It's strange, but we tend to think of the nineteenth century as somehow more conservative than the twentieth. Mostly because it happened so long ago. But it recently occurred to me that, in reality, the great Victorian British writers were actually more willing to write about the working class than were those who followed them. Writers in the twentieth century, instead, mostly seemed to write about other writers. This article deals with a very conservative twentieth-century author by the name of Evelyn Waugh-a fellow who definitely did not write about the working class (he would have called them the "lower orders"). In particular, it deals with his first book, Decline and Fall, which he published while still a very young man.
Waugh is mostly known today for his book Brideshead Revisited. He would probably not be happy about that. According to Graham Greene, he was later apologetic about the book, as it seemed to him mawkish and overwritten with the passage of time, and, later on in his life, he even went back to the novel and rewrote a few passages which struck him as particularly embarrassing. So it really was "revisited." Waugh was known in his own time, and probably would like to be known still, for his witty comic novels and satires of British society, which were a far cry from the serious and sentimental Brideshead Revisited.
His first novel, Decline and Fall, is a book in this vein. It lampoons a whole swath of British society and is quite funny about it too. It was followed by Vile Bodies, another good-natured jibe at polite society. Then came Black Mischief, which is as racist as it sounds and deals with Ethiopia. Waugh felt the need, wherever he saw attempts being made at progress and development, to poke a bit of fun. The "mischief" referred to in the title was Emperor Haile Selassie's attempt to modernize the nation.
This effort, for one reason or another, outraged Waugh. We'll get to that later. He followed it with A Handful of Dust, Scoop, about journalists in Ethiopia, Put Out More Flags, about the Second World War, and the aforementioned Brideshead Revisited.
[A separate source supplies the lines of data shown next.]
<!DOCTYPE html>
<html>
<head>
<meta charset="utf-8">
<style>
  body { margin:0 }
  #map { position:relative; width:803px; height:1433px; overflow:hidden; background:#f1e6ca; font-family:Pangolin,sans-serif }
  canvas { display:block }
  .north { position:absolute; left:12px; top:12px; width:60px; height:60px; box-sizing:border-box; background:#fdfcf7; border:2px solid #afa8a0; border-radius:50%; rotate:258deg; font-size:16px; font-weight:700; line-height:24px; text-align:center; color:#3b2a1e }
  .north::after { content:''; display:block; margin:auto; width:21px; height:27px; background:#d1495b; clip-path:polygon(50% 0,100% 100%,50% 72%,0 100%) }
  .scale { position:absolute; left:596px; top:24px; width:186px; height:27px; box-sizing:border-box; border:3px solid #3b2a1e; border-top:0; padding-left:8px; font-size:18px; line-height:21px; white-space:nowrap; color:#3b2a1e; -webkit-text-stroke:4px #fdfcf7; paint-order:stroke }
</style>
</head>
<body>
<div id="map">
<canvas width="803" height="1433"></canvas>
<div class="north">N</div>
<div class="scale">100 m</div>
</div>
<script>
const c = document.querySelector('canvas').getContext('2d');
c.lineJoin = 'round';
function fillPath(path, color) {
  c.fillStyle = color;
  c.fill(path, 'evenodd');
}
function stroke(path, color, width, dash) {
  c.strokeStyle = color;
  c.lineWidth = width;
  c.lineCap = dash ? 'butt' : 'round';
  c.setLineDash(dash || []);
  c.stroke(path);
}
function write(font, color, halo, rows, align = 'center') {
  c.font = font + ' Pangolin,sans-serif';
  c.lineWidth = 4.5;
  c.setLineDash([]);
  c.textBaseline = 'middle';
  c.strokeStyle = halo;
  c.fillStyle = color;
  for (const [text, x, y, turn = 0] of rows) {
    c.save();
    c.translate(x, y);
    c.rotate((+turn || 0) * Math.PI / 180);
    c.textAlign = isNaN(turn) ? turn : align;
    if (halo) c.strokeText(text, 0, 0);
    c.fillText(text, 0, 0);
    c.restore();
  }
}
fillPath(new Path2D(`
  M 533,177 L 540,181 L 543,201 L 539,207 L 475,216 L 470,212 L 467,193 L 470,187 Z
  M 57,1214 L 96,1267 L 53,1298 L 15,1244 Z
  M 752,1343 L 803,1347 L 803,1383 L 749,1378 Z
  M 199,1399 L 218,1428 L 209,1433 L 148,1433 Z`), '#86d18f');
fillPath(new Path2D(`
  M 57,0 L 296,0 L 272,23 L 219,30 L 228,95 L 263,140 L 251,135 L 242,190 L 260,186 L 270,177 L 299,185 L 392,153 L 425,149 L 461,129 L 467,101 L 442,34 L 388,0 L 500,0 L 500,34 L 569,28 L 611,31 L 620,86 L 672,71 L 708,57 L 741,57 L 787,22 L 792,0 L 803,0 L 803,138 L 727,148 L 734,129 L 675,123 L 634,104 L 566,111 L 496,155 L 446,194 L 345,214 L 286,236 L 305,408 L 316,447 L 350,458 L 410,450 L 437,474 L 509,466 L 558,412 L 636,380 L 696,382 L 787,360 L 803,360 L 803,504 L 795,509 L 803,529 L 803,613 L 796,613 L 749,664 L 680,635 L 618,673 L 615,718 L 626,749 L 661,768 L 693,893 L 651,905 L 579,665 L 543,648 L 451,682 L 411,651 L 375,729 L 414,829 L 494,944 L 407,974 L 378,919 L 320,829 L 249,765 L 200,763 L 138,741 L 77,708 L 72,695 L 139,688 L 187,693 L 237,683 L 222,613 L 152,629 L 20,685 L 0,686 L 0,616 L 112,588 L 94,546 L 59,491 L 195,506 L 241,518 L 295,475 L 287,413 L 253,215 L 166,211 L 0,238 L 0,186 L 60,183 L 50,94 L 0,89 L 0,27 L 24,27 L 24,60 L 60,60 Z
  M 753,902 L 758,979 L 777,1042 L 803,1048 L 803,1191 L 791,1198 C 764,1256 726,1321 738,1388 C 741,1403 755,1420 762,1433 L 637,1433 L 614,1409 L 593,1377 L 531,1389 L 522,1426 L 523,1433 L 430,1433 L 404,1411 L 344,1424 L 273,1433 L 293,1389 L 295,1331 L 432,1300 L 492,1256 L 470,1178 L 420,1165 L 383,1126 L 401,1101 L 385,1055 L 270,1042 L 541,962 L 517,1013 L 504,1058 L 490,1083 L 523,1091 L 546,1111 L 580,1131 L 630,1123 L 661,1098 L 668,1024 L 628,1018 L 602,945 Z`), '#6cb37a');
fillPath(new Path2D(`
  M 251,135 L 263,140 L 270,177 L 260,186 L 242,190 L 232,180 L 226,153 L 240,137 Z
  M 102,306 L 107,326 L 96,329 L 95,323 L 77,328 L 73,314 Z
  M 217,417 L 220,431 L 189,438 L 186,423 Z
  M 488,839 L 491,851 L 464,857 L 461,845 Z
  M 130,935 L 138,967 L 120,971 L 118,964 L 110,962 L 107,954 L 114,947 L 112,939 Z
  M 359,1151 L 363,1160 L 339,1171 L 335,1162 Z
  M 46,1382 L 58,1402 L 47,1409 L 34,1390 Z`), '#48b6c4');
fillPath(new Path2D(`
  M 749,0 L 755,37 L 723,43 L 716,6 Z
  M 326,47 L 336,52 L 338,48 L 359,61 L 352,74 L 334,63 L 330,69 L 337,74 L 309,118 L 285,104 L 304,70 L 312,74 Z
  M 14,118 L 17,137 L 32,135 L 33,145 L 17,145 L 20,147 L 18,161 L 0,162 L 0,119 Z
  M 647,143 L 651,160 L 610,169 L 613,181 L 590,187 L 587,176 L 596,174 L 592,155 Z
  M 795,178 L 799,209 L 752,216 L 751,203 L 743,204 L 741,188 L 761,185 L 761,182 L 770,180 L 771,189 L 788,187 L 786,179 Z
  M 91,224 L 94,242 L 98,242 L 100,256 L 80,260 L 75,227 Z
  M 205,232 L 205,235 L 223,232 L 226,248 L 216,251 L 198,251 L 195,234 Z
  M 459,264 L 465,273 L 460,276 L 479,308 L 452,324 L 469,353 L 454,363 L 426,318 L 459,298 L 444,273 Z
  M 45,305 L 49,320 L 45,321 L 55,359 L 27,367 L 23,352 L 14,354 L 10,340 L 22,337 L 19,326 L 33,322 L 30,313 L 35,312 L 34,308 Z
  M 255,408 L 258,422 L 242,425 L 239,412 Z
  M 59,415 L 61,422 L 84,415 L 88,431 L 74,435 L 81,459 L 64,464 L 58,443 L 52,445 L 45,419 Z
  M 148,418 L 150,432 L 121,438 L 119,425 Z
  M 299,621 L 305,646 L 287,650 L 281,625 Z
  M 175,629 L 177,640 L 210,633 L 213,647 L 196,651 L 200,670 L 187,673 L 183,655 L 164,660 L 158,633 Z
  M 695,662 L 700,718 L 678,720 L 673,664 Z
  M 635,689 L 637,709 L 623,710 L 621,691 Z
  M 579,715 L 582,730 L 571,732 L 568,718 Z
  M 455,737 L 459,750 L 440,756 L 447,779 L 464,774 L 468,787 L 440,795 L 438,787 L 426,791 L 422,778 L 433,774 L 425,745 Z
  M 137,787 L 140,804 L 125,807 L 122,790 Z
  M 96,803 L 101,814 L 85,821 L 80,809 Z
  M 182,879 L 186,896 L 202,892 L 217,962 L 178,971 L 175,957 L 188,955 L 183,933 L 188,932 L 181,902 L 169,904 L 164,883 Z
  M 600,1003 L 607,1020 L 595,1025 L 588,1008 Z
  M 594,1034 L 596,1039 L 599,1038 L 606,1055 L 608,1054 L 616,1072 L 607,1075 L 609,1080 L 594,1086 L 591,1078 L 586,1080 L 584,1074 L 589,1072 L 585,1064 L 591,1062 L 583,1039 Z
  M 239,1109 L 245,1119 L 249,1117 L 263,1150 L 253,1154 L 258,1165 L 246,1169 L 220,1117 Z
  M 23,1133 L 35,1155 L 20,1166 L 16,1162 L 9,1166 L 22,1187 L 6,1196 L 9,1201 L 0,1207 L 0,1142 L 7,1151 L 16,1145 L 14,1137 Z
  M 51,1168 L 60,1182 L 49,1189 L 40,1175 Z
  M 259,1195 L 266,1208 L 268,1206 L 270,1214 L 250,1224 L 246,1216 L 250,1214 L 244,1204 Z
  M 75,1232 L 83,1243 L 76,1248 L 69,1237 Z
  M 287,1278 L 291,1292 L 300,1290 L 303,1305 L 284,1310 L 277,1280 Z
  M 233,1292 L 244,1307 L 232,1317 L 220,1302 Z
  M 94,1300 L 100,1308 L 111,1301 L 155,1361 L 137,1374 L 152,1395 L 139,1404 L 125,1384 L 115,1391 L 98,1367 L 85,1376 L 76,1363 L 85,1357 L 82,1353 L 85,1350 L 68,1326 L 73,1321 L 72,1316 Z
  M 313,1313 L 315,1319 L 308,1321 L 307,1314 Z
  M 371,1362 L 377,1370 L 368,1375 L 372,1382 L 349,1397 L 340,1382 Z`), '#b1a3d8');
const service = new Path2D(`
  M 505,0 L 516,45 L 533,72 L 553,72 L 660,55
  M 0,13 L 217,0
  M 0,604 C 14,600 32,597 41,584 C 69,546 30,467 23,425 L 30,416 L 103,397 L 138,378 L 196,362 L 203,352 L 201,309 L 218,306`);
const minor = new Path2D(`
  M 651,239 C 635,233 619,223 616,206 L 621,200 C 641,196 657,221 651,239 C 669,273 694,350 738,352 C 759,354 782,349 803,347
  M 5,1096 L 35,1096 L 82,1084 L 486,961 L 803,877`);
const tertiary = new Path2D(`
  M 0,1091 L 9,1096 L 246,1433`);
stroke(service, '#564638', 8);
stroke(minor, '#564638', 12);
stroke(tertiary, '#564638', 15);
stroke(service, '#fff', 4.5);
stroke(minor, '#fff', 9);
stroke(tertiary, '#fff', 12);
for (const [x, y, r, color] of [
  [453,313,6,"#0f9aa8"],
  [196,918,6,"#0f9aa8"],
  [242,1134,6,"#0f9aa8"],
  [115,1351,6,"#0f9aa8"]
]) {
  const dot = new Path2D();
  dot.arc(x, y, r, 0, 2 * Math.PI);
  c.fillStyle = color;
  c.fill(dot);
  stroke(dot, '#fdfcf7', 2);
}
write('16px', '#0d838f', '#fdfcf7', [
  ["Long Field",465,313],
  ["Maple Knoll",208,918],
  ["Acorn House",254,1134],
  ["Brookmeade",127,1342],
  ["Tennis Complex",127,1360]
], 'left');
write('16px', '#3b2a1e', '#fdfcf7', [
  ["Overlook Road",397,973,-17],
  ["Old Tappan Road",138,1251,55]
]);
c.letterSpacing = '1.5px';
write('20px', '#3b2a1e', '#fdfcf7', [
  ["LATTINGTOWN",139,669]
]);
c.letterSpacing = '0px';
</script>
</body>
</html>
Then came The Loved One, about, of all things, the Hollywood funeral industry, Helena, an historical novel, Love Among the Ruins, a dystopian satire the target of which is the welfare state, the Sword of Honor trilogy, again about the war, and the Ordeal of Gilbert Pinfold, about Waugh's own mental health problems late in life.
But forget all that. This article is about Waugh's first book, in which we can already see his philosophy taking shape. Some typical Waugh features: the novel's characters are subjected to frequent and inexplicable reversals of fortune. Horrible things befall them seemingly at random. Yet they still retain a stiff-upper-lip attitude. We can also see his conservatism and his fear of any attempt at progress.
But before we dive into the novel, we need to address certain things about Waugh. First off, was he a closet homosexual? It's possible, but since most of us have some homosexual leanings, I'm not all that interested in finding subtle hints of them in his works. I'm not very good at spotting them anyway. Second, we have to deal with his mental condition. Waugh later suffered a near nervous collapse, the subject of his last book, and, according to his own account, as a young man he attempted suicide by drowning (he was a teacher in Wales for a time, like the protagonist of Decline and Fall). The book's humorous tone doesn't exactly give the impression of suicidal depression, but we have to realize that that hopelessness and despair was a part of Waugh. Finally, his Catholicism. He wrote his first book well before his conversion to the Roman Catholic Church, but his decision to enter that institution was, as he saw it, the culmination of his philosophical development, not a change in it. So we should be able to see, in Decline and Fall, the nascent forces which lead him to the Church.
But now, the novel itself. I have to admit that when I first opened Decline and Fall, I groaned audibly. My greatest fear was that Waugh would be simply another P.G. Wodehouse. Not that there's anything wrong with Wodehouse, as long as he is taken in small doses. He can be very funny. But after awhile, his essentially invented, fantasy realm of rich idlers becomes intolerable. The unremitting frivolousness of Wodehouse's characters, combined with the lack of any real, recognizable human problems in his books, can only be stood for so long. And on page one of Waugh's book, within seconds, we are introduced to Scone College, the rowdy Bollinger Club, and a man named Alistair Digby-Vain-Trumpington. The beer-swilling, fox-hunting snobbery of it all leaves the reader almost immediately exhausted. But not to worry-things begin to look up at once.